> Assigned task
Gather all lines in the data that hold the string "position".

BEGIN Records for the exercise

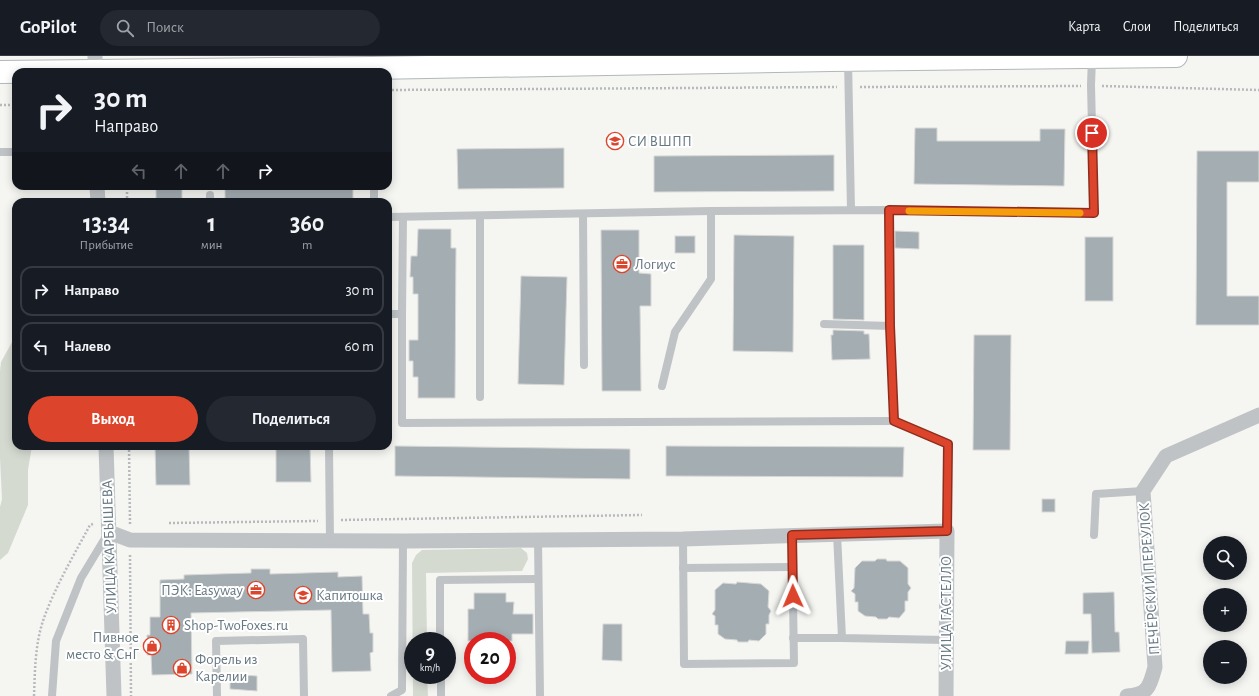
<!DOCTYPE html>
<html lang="ru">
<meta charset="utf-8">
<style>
:root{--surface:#171b24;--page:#242831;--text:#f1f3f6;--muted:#9ea1a6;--line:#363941;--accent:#dc452c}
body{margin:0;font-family:"Alegreya Sans",sans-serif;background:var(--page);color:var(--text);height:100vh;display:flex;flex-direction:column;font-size:15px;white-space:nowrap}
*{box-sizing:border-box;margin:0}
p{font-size:13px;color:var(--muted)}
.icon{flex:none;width:22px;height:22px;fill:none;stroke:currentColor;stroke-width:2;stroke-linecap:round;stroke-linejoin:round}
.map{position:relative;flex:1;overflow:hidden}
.sheet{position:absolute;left:12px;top:142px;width:380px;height:252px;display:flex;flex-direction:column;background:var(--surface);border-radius:12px;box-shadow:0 2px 10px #0003}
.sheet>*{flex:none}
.banner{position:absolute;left:12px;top:12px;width:380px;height:122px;border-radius:12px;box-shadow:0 2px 10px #0003;background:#171b24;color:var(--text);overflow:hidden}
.buttons{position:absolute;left:1203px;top:480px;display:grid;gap:8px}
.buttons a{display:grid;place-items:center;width:44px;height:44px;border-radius:50%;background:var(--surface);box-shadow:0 2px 10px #0003;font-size:20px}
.speed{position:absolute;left:404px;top:576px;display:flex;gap:8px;font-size:20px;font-weight:700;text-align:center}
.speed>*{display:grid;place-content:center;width:52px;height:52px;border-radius:50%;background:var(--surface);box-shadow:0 2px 10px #0003;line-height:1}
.speed small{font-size:10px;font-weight:400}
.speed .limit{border:6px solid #d22;background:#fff;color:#111}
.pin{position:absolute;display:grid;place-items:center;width:34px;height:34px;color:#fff;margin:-17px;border:2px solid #fff;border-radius:50%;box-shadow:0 1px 4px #0007}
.me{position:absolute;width:44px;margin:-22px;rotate:359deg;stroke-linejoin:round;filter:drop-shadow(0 0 3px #0008)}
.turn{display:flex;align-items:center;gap:14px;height:84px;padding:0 16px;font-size:18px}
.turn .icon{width:52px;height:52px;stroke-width:2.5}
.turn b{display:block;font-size:28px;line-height:34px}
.lanes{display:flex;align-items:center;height:38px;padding:0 16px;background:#0003;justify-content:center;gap:20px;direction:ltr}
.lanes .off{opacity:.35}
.eta{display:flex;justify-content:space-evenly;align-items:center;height:68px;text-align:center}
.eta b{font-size:24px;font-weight:700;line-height:28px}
.action{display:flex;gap:8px;margin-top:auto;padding:8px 16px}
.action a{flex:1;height:46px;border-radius:24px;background:var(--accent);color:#fff;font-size:16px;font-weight:700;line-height:46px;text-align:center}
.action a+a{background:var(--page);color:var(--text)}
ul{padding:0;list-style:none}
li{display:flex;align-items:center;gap:12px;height:50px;margin:0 8px 6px;padding:0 8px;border:2px solid var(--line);border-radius:12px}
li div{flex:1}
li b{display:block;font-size:15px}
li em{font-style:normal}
header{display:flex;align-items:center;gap:24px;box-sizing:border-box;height:56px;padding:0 20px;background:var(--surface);border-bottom:1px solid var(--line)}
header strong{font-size:19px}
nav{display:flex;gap:22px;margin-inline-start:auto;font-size:14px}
.search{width:280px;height:36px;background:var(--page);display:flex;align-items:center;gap:10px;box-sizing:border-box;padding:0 14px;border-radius:22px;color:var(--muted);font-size:15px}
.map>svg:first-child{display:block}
.green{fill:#d5dad1}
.building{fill:#a4adb2;stroke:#d7d7d5}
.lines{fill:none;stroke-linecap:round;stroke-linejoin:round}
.secondary-casing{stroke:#b1b7bb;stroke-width:24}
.path{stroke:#b7babc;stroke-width:2.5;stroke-dasharray:2 2;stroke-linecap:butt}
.lane{stroke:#bfc3c6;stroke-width:8}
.street{stroke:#bfc3c6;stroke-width:15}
.secondary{stroke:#fff;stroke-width:22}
.route-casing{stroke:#8f2d1d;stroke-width:10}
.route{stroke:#dc452c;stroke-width:7}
.slow{stroke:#f59e0b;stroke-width:7}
.labels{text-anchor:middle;stroke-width:4;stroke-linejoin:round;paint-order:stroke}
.poi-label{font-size:15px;fill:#667882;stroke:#fff;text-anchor:start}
.street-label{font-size:15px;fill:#667882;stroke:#fff}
</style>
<header>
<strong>GoPilot</strong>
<div class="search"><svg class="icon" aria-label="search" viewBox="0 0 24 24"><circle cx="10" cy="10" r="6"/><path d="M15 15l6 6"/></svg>Поиск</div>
<nav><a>Карта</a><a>Слои</a><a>Поделиться</a></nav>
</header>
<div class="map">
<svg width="1259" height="640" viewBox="0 0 1259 640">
<rect width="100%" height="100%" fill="#f5f5f2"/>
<g class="green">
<polygon points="16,279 16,390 32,390 28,414 28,449 8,497 0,504 0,451 2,443 0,402 0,315 1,306"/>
<polygon points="521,492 527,497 528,503 522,515 426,517 427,585 413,585 413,619 427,619 428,640 413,640 412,507 416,499 422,494"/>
</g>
<g class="building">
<polygon points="915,72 937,72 937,85 1040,85 1040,73 1065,73 1064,130 914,128"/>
<polygon points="564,92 564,132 458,133 457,93"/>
<polygon points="1197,95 1259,95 1259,126 1227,126 1227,240 1259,240 1259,269 1196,269"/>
<polygon points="834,99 834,135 654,136 654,100"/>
<rect x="156" y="130" width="26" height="16"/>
<polygon points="225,130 353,130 353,143 225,144"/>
<polygon points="418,173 451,173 451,192 456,192 455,342 418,342 418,321 413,321 413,305 409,305 409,284 418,284 418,238 413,238 413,221 410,221 411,200 417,200"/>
<polygon points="601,174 639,174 639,217 651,218 651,250 640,250 641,335 602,335"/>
<polygon points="895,175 919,176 919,193 895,192"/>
<polygon points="734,179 794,180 793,296 733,295"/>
<rect x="675" y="180" width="20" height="17"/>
<rect x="1085" y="181" width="28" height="64"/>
<polygon points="833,189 864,189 864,264 833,263"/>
<polygon points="521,220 567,221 564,329 518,328"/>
<polygon points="833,274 864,275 864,278 869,278 870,303 832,304 831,279 833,279"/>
<polygon points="974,279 1011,279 1010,394 973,394"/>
<polygon points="155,390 189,390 190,429 156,429"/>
<polygon points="276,390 310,390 311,426 276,426"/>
<polygon points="395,390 630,393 630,423 395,420"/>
<polygon points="666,390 904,391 903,421 666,420"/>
<rect x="1042" y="443" width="13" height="13"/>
<polygon points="877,503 886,503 887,505 900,505 908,512 908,528 911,532 908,536 908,545 905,545 905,555 899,562 889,561 887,563 878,563 876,561 865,560 858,555 858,546 855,546 855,538 851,535 854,532 855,512 862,505 875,505"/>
<polygon points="251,513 270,513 270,518 338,516 338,521 362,520 363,558 369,558 370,577 373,577 373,596 370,597 371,615 332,616 331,554 191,557 192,618 152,619 151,599 147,599 147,579 150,579 150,561 160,561 160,524 184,523 184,519 251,517"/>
<polygon points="737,526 761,528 769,535 768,551 771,555 769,559 769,568 766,568 766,578 759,585 749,584 748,586 738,586 737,584 725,583 718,578 718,569 715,569 715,560 712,558 715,554 715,534 723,527 736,528"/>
<polygon points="1114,536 1115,576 1119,576 1120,596 1092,597 1091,558 1083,558 1083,537"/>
<polygon points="474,537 506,537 506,546 514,546 513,558 533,558 533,578 512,578 512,585 468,585 468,553 474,553"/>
<polygon points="603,568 622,568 622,605 602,604"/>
<polygon points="1066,585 1089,585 1088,598 1065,598"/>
<polygon points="230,618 257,620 257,635 230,633"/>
</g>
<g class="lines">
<defs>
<polyline id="secondary" points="0,16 372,12 831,4 1176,0"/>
</defs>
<use href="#secondary" class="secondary-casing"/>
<g class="path">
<polyline points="1102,30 1259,34"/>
<polyline points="860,31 1081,30"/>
<polyline points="388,34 837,31"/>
<polyline points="0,49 16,49"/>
<polyline points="127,146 127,130"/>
<polyline points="129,390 130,468"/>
<polyline points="341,464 642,459"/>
<polyline points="169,467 318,465"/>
<polyline points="130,499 131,640"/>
<path d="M34,640C35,614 35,587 44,562C55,531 75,497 90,469L93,468"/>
</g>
<g class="lane">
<polyline points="848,4 851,154"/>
<polyline points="0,96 16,96"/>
<polyline points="374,130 374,146"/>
<polyline points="210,139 210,146"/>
<polyline points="889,154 1094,157 1091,29 1092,2"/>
<polyline points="583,158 584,309"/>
<polyline points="480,160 480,341"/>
<polyline points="388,161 711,155 889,154 890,270 894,365 948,388 947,475"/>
<polyline points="388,258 402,258 402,367 894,365"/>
<polyline points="402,258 403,161"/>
<polyline points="824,268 890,270"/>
<polyline points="662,330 675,276 711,223 711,155"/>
<polyline points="329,390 330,484"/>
<polyline points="837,478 842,582 946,584"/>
<polyline points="1094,479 1096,438 1143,435"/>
<polyline points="683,483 684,608 794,607 792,479"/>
<polyline points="538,484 540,640"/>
<polyline points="683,512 793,511"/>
<polyline points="793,582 842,582"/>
<polyline points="440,585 440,524 538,523"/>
<polyline points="441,619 441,640"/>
<polyline points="52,640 56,585 81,522 107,479"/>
<polyline points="217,640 216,585 303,583 304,640"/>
<polyline points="391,640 402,634 403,485"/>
</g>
<g class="street">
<polyline points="95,0 95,16"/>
<polyline points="97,130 98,146"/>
<polyline points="106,390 114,640"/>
<polyline points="109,476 130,484 403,485 683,483 947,475 946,640"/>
<path d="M1127,640C1148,639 1150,630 1155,611L1143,435L1166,400L1259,359"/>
</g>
<use href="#secondary" class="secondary"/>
</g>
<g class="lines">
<defs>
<polyline id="route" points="793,540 792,479 947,475 948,388 894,365 890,270 889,154 1094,157 1092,77"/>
</defs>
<use href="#route" class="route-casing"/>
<use href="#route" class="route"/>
<polyline class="slow" points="909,155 1080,157"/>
</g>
<defs>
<symbol id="university-ring" viewBox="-11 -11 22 22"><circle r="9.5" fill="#fff" stroke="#dc452c" stroke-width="1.5"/><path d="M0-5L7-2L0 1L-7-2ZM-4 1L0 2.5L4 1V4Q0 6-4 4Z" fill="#dc452c"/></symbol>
<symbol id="office-ring" viewBox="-11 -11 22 22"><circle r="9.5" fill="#fff" stroke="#dc452c" stroke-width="1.5"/><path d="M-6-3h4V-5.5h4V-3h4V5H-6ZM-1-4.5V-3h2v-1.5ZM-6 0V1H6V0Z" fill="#dc452c"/></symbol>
<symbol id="school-ring" viewBox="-11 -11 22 22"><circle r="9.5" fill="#fff" stroke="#dc452c" stroke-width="1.5"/><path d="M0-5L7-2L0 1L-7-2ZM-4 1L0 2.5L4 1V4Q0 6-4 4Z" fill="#dc452c"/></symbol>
<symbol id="building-ring" viewBox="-11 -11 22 22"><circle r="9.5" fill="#fff" stroke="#dc452c" stroke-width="1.5"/><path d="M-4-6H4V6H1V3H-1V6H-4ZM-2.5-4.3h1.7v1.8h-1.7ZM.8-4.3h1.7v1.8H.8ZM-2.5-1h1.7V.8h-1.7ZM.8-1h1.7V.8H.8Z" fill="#dc452c"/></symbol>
<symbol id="shop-ring" viewBox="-11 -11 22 22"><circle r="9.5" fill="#fff" stroke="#dc452c" stroke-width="1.5"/><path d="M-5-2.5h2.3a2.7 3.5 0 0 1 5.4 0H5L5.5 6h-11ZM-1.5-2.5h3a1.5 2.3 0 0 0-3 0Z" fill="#dc452c"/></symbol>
</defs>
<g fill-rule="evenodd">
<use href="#university-ring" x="605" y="75" width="20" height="20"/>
<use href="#office-ring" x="612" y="198" width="20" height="20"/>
<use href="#office-ring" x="246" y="524" width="20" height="20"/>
<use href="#school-ring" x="293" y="529" width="20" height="20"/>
<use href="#building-ring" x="161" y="559" width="20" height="20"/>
<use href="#shop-ring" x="142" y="580" width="20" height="20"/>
<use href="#shop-ring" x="172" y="602" width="20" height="20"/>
</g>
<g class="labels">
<g class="poi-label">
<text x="628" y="90">СИ ВШПП</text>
<text x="635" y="213">Логиус</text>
<text x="243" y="539" text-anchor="end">ПЭК: Easyway</text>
<text x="316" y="544">Капитошка</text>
<text x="184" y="574">Shop-TwoFoxes.ru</text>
<text x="139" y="586" text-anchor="end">Пивное<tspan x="139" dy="17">место &amp; СнГ</tspan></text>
<text x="195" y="608">Форель из<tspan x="195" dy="17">Карелии</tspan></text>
</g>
<g class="street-label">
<text transform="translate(109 491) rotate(-92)" y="5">УЛИЦА КАРБЫШЕВА</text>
<text transform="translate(1149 523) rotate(-94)" y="5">ПЕЧЁРСКИЙ ПЕРЕУЛОК</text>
<text transform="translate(946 557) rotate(-90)" y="5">УЛИЦА ГАСТЕЛЛО</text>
</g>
</g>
</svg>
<div class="buttons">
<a><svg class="icon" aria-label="search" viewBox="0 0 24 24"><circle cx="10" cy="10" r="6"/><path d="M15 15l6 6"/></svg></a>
<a>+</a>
<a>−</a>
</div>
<div class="speed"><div>9<small>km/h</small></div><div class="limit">20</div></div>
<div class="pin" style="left:1092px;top:77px;background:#d93025"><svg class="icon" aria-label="arrive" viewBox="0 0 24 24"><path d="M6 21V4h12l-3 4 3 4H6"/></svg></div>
<svg class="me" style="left:793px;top:540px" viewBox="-20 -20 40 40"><path d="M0-17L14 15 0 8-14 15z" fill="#dc452c" stroke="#fff" stroke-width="4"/></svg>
<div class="banner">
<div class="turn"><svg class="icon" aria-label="right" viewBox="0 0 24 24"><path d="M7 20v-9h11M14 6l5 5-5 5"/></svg><div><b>30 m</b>Направо</div></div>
<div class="lanes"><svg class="icon off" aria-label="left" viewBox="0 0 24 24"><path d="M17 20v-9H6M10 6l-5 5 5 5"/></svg><svg class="icon off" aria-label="ahead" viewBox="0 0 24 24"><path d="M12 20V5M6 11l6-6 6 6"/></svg><svg class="icon off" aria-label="ahead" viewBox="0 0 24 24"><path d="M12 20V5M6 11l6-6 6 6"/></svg><svg class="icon" aria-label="right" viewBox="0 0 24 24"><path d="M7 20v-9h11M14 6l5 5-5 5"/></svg></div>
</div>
<section class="sheet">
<div class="eta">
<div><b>13:34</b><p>Прибытие</p></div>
<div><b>1</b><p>мин</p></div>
<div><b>360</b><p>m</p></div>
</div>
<ul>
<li><svg class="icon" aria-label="right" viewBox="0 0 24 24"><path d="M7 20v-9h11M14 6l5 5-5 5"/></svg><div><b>Направо</b></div><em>30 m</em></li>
<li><svg class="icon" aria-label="left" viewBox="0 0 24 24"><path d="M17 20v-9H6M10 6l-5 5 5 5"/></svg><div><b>Налево</b></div><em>60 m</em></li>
</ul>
<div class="action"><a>Выход</a><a>Поделиться</a></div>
</section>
</div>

END Records for the exercise

> Task solution
.map{position:relative;flex:1;overflow:hidden}
.sheet{position:absolute;left:12px;top:142px;width:380px;height:252px;display:flex;flex-direction:column;background:var(--surface);border-radius:12px;box-shadow:0 2px 10px #0003}
.banner{position:absolute;left:12px;top:12px;width:380px;height:122px;border-radius:12px;box-shadow:0 2px 10px #0003;background:#171b24;color:var(--text);overflow:hidden}
.buttons{position:absolute;left:1203px;top:480px;display:grid;gap:8px}
.speed{position:absolute;left:404px;top:576px;display:flex;gap:8px;font-size:20px;font-weight:700;text-align:center}
.pin{position:absolute;display:grid;place-items:center;width:34px;height:34px;color:#fff;margin:-17px;border:2px solid #fff;border-radius:50%;box-shadow:0 1px 4px #0007}
.me{position:absolute;width:44px;margin:-22px;rotate:359deg;stroke-linejoin:round;filter:drop-shadow(0 0 3px #0008)}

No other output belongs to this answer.